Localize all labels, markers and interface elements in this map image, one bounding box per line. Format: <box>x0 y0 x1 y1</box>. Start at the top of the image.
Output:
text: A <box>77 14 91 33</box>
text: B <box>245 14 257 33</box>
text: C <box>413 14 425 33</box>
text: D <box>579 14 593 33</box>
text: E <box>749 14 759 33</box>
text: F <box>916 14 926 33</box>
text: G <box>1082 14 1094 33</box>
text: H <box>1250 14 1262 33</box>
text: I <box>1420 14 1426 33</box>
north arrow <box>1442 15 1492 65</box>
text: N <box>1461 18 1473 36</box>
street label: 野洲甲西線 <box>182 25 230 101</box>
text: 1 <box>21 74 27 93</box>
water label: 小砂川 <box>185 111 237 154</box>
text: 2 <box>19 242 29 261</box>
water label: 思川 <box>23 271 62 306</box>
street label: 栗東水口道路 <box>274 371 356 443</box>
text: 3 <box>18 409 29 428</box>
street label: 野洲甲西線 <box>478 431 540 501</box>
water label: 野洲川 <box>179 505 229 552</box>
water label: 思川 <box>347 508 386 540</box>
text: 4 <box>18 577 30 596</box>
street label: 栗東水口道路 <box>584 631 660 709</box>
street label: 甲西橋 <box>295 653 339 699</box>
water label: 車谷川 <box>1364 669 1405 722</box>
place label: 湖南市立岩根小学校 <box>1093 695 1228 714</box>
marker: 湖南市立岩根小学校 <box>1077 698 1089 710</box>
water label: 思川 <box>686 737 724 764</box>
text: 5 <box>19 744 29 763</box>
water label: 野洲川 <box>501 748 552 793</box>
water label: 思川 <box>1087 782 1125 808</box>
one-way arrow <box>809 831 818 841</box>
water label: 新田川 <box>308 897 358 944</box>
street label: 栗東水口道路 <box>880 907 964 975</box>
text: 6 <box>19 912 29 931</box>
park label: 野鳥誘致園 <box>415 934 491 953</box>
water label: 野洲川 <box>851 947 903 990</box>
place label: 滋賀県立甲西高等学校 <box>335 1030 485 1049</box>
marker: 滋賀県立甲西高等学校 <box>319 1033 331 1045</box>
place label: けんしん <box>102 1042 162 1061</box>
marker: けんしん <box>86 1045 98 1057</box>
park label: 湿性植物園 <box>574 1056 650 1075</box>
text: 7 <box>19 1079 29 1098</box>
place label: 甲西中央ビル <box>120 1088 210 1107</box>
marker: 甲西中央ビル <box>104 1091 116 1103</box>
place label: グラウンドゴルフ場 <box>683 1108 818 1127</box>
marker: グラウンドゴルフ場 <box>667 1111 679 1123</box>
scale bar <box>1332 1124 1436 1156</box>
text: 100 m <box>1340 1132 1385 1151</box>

Exercise ->
Whenever a line in the material contains the word "arrow", copy that line.

Answer below ->
north arrow <box>1442 15 1492 65</box>
one-way arrow <box>809 831 818 841</box>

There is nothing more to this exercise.